Material for this task START

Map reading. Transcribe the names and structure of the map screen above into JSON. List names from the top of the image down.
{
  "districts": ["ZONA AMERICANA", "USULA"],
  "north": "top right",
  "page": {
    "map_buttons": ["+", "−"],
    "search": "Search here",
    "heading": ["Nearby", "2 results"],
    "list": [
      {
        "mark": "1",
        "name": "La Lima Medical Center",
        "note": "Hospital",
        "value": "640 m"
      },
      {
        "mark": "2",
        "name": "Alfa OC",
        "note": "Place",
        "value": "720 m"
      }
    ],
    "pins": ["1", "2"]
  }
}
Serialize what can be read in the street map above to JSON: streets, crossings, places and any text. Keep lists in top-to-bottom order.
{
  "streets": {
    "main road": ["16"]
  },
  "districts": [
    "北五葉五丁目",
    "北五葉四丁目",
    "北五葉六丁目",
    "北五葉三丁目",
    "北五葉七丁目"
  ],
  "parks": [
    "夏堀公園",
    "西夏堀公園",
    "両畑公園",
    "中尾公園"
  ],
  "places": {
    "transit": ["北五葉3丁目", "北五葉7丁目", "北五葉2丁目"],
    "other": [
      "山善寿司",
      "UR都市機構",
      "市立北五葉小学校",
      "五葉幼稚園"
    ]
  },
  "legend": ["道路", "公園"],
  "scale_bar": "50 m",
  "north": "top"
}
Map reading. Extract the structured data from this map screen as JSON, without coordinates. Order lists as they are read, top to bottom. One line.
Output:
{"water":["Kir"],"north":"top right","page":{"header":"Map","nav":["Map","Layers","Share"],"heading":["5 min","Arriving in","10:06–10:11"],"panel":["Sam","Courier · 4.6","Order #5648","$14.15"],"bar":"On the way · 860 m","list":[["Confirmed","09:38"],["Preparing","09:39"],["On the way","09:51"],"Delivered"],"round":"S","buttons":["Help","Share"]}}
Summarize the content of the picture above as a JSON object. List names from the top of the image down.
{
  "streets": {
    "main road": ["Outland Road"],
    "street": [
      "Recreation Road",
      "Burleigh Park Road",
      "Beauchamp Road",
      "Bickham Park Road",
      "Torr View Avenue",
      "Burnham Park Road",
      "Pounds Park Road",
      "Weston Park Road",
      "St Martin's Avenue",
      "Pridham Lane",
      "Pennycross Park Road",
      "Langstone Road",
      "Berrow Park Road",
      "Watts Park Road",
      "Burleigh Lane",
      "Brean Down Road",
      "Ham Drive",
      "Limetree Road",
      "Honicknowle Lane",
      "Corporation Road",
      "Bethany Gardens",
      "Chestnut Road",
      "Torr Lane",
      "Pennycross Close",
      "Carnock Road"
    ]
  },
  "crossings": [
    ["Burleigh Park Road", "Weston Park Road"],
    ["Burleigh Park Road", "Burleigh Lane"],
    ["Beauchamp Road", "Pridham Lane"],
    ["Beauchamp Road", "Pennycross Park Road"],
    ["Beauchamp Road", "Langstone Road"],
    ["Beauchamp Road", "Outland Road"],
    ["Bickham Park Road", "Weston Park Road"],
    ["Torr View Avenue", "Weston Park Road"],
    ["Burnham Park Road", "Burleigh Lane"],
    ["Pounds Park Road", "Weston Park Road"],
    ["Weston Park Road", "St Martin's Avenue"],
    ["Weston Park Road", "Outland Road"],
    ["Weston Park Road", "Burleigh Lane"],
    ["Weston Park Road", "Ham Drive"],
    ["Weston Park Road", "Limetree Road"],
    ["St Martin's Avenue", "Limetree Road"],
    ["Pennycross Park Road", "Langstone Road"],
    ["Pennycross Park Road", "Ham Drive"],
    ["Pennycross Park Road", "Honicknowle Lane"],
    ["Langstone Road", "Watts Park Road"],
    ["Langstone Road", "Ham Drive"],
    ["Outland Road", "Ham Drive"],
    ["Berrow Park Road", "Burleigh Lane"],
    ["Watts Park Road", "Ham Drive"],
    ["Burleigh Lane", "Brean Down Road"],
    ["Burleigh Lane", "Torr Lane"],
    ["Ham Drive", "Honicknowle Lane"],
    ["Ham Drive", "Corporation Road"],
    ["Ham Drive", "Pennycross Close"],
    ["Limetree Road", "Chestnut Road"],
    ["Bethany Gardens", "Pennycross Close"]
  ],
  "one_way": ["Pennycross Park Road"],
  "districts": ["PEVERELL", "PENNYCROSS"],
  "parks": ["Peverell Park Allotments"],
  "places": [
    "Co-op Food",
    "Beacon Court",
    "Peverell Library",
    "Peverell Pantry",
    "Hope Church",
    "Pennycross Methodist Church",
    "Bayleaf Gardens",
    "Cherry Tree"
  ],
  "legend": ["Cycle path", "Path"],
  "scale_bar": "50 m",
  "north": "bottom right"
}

Material for this task END

Problem statement: Copy down the complete data exactly as supplied.

Answer space:
Map reading. Transcribe the names and structure of the map screen above into JSON. List names from the top of the image down.
{
  "districts": ["ZONA AMERICANA", "USULA"],
  "north": "top right",
  "page": {
    "map_buttons": ["+", "−"],
    "search": "Search here",
    "heading": ["Nearby", "2 results"],
    "list": [
      {
        "mark": "1",
        "name": "La Lima Medical Center",
        "note": "Hospital",
        "value": "640 m"
      },
      {
        "mark": "2",
        "name": "Alfa OC",
        "note": "Place",
        "value": "720 m"
      }
    ],
    "pins": ["1", "2"]
  }
}
Serialize what can be read in the street map above to JSON: streets, crossings, places and any text. Keep lists in top-to-bottom order.
{
  "streets": {
    "main road": ["16"]
  },
  "districts": [
    "北五葉五丁目",
    "北五葉四丁目",
    "北五葉六丁目",
    "北五葉三丁目",
    "北五葉七丁目"
  ],
  "parks": [
    "夏堀公園",
    "西夏堀公園",
    "両畑公園",
    "中尾公園"
  ],
  "places": {
    "transit": ["北五葉3丁目", "北五葉7丁目", "北五葉2丁目"],
    "other": [
      "山善寿司",
      "UR都市機構",
      "市立北五葉小学校",
      "五葉幼稚園"
    ]
  },
  "legend": ["道路", "公園"],
  "scale_bar": "50 m",
  "north": "top"
}
Map reading. Extract the structured data from this map screen as JSON, without coordinates. Order lists as they are read, top to bottom. One line.
Output:
{"water":["Kir"],"north":"top right","page":{"header":"Map","nav":["Map","Layers","Share"],"heading":["5 min","Arriving in","10:06–10:11"],"panel":["Sam","Courier · 4.6","Order #5648","$14.15"],"bar":"On the way · 860 m","list":[["Confirmed","09:38"],["Preparing","09:39"],["On the way","09:51"],"Delivered"],"round":"S","buttons":["Help","Share"]}}
Summarize the content of the picture above as a JSON object. List names from the top of the image down.
{
  "streets": {
    "main road": ["Outland Road"],
    "street": [
      "Recreation Road",
      "Burleigh Park Road",
      "Beauchamp Road",
      "Bickham Park Road",
      "Torr View Avenue",
      "Burnham Park Road",
      "Pounds Park Road",
      "Weston Park Road",
      "St Martin's Avenue",
      "Pridham Lane",
      "Pennycross Park Road",
      "Langstone Road",
      "Berrow Park Road",
      "Watts Park Road",
      "Burleigh Lane",
      "Brean Down Road",
      "Ham Drive",
      "Limetree Road",
      "Honicknowle Lane",
      "Corporation Road",
      "Bethany Gardens",
      "Chestnut Road",
      "Torr Lane",
      "Pennycross Close",
      "Carnock Road"
    ]
  },
  "crossings": [
    ["Burleigh Park Road", "Weston Park Road"],
    ["Burleigh Park Road", "Burleigh Lane"],
    ["Beauchamp Road", "Pridham Lane"],
    ["Beauchamp Road", "Pennycross Park Road"],
    ["Beauchamp Road", "Langstone Road"],
    ["Beauchamp Road", "Outland Road"],
    ["Bickham Park Road", "Weston Park Road"],
    ["Torr View Avenue", "Weston Park Road"],
    ["Burnham Park Road", "Burleigh Lane"],
    ["Pounds Park Road", "Weston Park Road"],
    ["Weston Park Road", "St Martin's Avenue"],
    ["Weston Park Road", "Outland Road"],
    ["Weston Park Road", "Burleigh Lane"],
    ["Weston Park Road", "Ham Drive"],
    ["Weston Park Road", "Limetree Road"],
    ["St Martin's Avenue", "Limetree Road"],
    ["Pennycross Park Road", "Langstone Road"],
    ["Pennycross Park Road", "Ham Drive"],
    ["Pennycross Park Road", "Honicknowle Lane"],
    ["Langstone Road", "Watts Park Road"],
    ["Langstone Road", "Ham Drive"],
    ["Outland Road", "Ham Drive"],
    ["Berrow Park Road", "Burleigh Lane"],
    ["Watts Park Road", "Ham Drive"],
    ["Burleigh Lane", "Brean Down Road"],
    ["Burleigh Lane", "Torr Lane"],
    ["Ham Drive", "Honicknowle Lane"],
    ["Ham Drive", "Corporation Road"],
    ["Ham Drive", "Pennycross Close"],
    ["Limetree Road", "Chestnut Road"],
    ["Bethany Gardens", "Pennycross Close"]
  ],
  "one_way": ["Pennycross Park Road"],
  "districts": ["PEVERELL", "PENNYCROSS"],
  "parks": ["Peverell Park Allotments"],
  "places": [
    "Co-op Food",
    "Beacon Court",
    "Peverell Library",
    "Peverell Pantry",
    "Hope Church",
    "Pennycross Methodist Church",
    "Bayleaf Gardens",
    "Cherry Tree"
  ],
  "legend": ["Cycle path", "Path"],
  "scale_bar": "50 m",
  "north": "bottom right"
}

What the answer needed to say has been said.